What to work on :: In the entries below, find each line with the word "solid" and pull it out.

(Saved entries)
▬▬▬▬▬▬

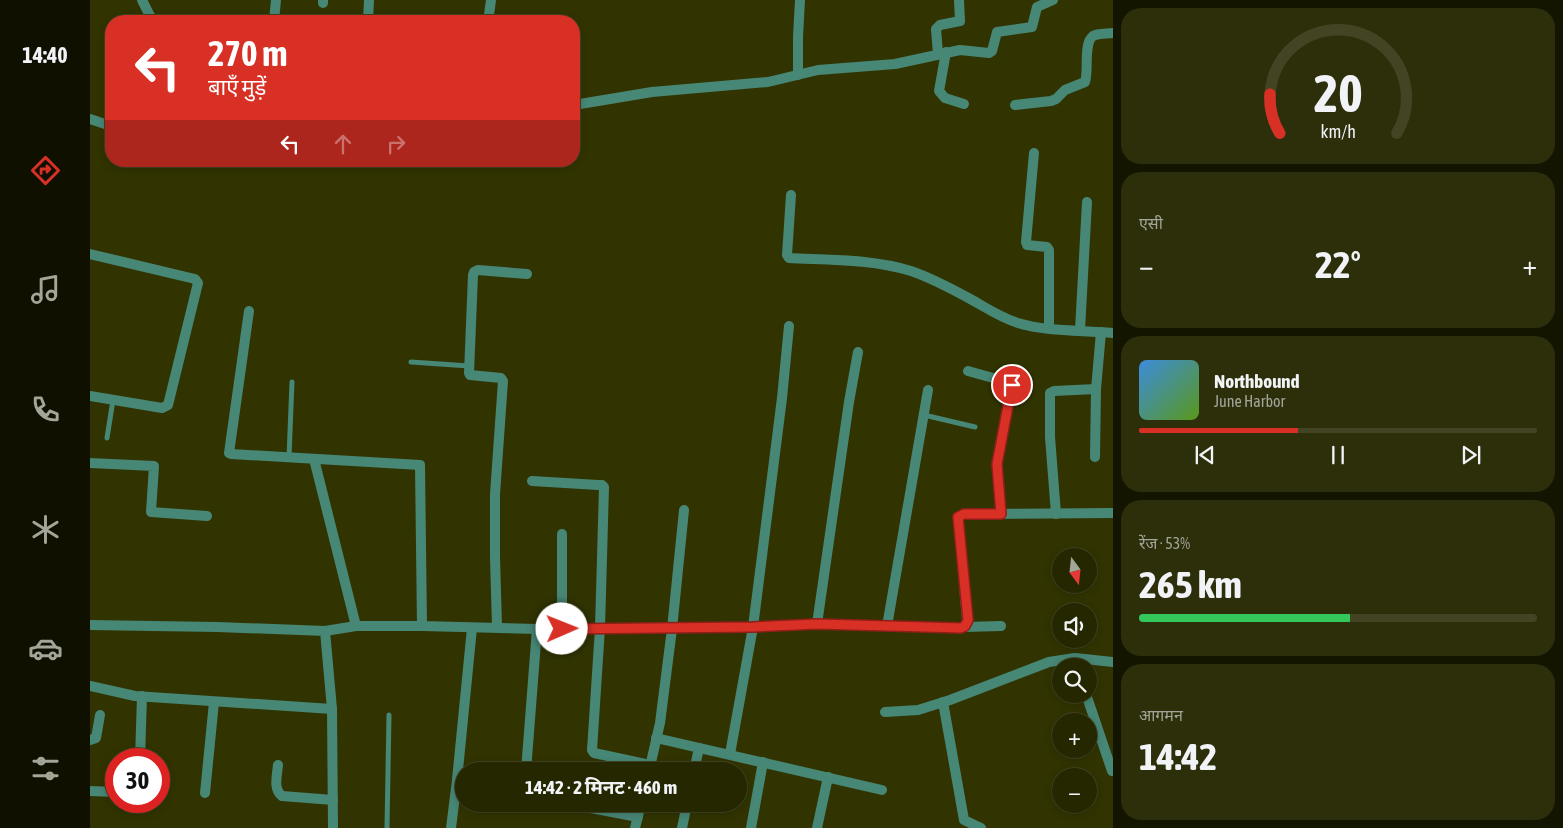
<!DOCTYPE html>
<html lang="hi">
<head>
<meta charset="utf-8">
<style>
	:root { --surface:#252701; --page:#2d2f0b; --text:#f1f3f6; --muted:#a3a599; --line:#424423; --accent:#d93025 }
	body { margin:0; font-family:"Asap Condensed","Noto Sans Devanagari",sans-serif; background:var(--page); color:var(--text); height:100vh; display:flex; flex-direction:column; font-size:19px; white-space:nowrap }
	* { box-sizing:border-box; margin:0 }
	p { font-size:16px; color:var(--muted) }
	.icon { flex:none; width:28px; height:28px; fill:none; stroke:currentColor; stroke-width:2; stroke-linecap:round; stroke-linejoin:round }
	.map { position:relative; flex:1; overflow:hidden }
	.panel { display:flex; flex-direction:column; gap:8px; padding:8px; background:#141501; width:450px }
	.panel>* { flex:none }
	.hud { position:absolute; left:15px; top:15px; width:475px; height:152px; border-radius:20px; box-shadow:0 2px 8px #0003,0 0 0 1px var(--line); background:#d93025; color:#fff; overflow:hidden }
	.needle { width:32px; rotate:165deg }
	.fabs { position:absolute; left:962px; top:548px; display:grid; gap:10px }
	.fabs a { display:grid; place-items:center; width:45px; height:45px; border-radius:50%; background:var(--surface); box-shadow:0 2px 8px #0003,0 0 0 1px var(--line); font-size:25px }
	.speed { position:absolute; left:15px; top:748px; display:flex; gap:10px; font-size:25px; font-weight:700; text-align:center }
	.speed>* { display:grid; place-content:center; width:65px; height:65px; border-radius:50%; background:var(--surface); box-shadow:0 2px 8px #0003,0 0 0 1px var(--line); line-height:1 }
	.speed .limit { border:8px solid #d22; background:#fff; color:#111 }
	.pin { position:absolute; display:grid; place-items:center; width:42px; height:42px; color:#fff; margin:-21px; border:2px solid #fff; border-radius:50%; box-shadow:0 1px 5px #0007 }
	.me { position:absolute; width:55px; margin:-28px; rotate:89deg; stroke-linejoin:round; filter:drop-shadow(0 0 4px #0008) }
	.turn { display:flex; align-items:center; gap:18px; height:105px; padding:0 20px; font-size:22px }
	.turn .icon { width:65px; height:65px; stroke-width:2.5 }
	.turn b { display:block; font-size:35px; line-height:42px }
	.lanes { display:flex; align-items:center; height:48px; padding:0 20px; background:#0003; justify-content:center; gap:25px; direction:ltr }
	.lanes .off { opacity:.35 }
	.big { font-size:38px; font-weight:700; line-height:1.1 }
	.panel .tile { flex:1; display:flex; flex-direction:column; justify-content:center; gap:8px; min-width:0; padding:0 18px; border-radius:20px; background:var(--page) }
	.panel .dial { align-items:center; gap:0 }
	.dial svg { height:130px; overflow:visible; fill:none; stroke:var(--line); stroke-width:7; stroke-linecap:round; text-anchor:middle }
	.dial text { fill:var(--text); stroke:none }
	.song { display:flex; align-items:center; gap:15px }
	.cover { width:60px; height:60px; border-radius:8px; background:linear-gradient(135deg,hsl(210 70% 55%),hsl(90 70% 35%)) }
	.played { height:5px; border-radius:2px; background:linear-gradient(90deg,var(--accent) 40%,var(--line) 40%) }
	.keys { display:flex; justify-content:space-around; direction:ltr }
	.heat { display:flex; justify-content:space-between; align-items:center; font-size:28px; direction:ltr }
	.charge { height:8px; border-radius:4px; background:linear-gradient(90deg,#34c759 53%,var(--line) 0) }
	.trip { position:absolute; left:365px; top:762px; width:292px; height:50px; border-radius:25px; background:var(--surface); box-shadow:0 2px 8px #0003,0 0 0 1px var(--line); font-weight:700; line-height:50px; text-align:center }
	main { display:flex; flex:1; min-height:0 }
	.tab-bar { display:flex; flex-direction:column; width:90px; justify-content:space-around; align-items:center; background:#0f1000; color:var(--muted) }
	.tab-bar .icon { width:35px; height:35px }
	.tab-bar .selected { color:var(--accent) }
	.tab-bar b { font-size:22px; color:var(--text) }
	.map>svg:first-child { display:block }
</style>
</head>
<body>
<main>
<nav class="tab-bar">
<b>14:40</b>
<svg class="icon selected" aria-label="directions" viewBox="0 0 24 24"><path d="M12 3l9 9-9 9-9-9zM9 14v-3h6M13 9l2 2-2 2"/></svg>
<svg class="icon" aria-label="music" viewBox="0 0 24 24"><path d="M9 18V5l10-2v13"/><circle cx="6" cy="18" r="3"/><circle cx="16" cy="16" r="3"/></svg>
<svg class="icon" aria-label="phone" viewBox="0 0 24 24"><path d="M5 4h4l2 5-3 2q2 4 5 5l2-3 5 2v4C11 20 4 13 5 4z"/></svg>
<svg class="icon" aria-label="climate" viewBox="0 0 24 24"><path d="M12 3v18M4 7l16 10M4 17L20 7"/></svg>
<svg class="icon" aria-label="car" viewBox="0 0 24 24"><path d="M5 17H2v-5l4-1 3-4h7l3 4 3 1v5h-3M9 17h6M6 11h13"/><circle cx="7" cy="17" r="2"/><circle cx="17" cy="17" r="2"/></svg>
<svg class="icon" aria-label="filters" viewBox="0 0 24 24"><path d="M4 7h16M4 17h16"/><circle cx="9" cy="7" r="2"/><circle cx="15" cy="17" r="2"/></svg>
</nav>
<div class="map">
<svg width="1023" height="828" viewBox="0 0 1023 828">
	<rect width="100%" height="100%" fill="#313401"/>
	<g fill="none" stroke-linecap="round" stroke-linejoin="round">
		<g stroke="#478776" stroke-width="5">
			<path d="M321 362 379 366"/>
			<path d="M834 415 885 427"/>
			<path d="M17 438 23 400"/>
			<path d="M199 457 202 382"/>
			<path d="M297 828 299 715"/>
		</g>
		<g stroke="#478776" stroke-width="10">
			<path d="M52 0 60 16 66 21"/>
			<path d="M233 3V0"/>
			<path d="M399 15 401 0"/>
			<path d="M184 21 186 0"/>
			<path d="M278 21 279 0"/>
			<path d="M856 52 849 91 855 98 874 104"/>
			<path d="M848 54 846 29 850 25 870 21 869 0"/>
			<path d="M708 75V37L710 0"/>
			<path d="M484 105 562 92 678 82 728 70 805 64 870 50 899 53 902 51 907 32 942 27 947 7 963 0"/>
			<path d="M925 105 961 101 966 99 975 90 995 82C999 72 993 43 1003 36 1008 33 1018 34 1023 33"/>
			<path d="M0 119 21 126"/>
			<path d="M944 153 936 242 937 245 957 247 959 250V328"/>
			<path d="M701 195 697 255 699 258C740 260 782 259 821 271 842 278 864 290 884 301 898 309 912 318 928 323 957 332 993 330 1023 333"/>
			<path d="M0 254 105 279 108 283 78 405 72 408 0 396"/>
			<path d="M159 311 139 453 141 454 330 465 332 626 447 629 663 627 727 624 871 628 876 625 877 620 868 517 874 514 1023 513"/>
			<path d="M990 330 997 202"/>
			<path d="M878 371 921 383V385L907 464 911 514"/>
			<path d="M1005 457 1006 389 1011 332"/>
			<path d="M224 459 266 626"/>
			<path d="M0 463 64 466 61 512 117 516"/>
			<path d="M442 481 508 485H512L514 487 510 628 502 750 504 753 560 765"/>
			<path d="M966 514 960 437V393L964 391 1006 389"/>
			<path d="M727 624 759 402 768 352"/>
			<path d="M0 625 127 627 235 631 242 709 243 828"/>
			<path d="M797 626 838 390"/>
			<path d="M407 627 405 557V494L413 381 411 378 380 375 379 373 383 275 384 272 388 270 437 274"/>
			<path d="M873 627 911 626"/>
			<path d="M472 629V534"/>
			<path d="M235 631 266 626H332"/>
			<path d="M0 686 45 696 242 709"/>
			<path d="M996 694 1022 771"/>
			<path d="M853 702 874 820 891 828"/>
			<path d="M795 712 828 710 860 700 959 662 985 658 1023 662"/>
			<path d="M566 738 792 790"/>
			<path d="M0 740 6 738 10 715"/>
			<path d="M640 754 663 627 692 398 699 326"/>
			<path d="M50 759 52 696"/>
			<path d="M188 765C187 776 183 789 192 796L243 800"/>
			<path d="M436 771 447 629"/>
			<path d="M559 771 570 723 582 629 594 510"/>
			<path d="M604 771 609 748"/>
			<path d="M374 782 367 780 382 628"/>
			<path d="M0 791 26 792"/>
			<path d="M115 793 124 702"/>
			<path d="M480 804 548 817"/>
			<path d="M361 828 367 780"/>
			<path d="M545 828 551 804"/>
			<path d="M592 828 597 804"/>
			<path d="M661 828 673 762"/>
			<path d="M727 828 738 777"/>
		</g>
	</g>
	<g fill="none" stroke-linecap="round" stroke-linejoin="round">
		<defs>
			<path id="route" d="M472 629 663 627 727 624 871 628 875 626 878 620 868 517 874 514H911L907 464 922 385"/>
		</defs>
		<use href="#route" stroke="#8d1f18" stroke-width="12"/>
		<use href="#route" stroke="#d93025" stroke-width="9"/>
	</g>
</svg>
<div class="fabs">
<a><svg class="needle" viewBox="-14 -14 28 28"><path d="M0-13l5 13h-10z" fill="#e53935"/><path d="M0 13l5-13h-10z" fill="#a3a599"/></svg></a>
<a><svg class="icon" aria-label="sound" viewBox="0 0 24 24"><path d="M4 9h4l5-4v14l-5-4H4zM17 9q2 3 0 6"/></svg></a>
<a><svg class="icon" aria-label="search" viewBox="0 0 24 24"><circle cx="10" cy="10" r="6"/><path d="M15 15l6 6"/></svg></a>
<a>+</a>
<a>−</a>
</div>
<div class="speed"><div class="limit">30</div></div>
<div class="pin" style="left:922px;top:385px;background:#d93025"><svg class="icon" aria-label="arrive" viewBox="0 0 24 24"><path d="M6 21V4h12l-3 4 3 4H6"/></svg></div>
<svg class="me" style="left:472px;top:629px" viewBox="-20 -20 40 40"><circle r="19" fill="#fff"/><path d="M0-13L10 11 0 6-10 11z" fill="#d93025"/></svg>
<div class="trip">14:42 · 2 मिनट · 460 m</div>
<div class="hud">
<div class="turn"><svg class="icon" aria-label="left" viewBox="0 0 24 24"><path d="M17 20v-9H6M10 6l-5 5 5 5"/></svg><div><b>270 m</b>बाएँ मुड़ें</div></div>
<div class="lanes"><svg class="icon" aria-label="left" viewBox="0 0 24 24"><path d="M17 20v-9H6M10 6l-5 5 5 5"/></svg><svg class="icon off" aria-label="ahead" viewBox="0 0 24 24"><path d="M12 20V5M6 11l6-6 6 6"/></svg><svg class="icon off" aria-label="right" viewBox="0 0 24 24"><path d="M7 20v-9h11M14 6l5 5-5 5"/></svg></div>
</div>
</div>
<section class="panel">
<div class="tile dial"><svg viewBox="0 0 100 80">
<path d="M14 69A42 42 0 1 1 86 69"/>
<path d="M14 69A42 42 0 0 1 8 45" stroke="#d93025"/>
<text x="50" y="56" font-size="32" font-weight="700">20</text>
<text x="50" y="72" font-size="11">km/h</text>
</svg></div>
<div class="tile"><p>एसी</p>
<div class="heat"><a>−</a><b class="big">22°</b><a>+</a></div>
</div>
<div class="tile">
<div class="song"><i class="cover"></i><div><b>Northbound</b><p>June Harbor</p></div></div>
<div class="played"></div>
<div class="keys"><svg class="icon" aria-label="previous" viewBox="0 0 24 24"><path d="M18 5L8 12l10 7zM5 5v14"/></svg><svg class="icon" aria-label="pause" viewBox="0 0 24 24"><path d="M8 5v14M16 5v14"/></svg><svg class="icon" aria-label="next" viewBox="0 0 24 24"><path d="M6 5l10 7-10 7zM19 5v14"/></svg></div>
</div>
<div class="tile"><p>रेंज · 53%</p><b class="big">265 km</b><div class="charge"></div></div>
<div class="tile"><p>आगमन</p><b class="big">14:42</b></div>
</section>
</main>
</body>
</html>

▬▬▬▬▬▬

Answer to the problem ::
	.speed .limit { border:8px solid #d22; background:#fff; color:#111 }
	.pin { position:absolute; display:grid; place-items:center; width:42px; height:42px; color:#fff; margin:-21px; border:2px solid #fff; border-radius:50%; box-shadow:0 1px 5px #0007 }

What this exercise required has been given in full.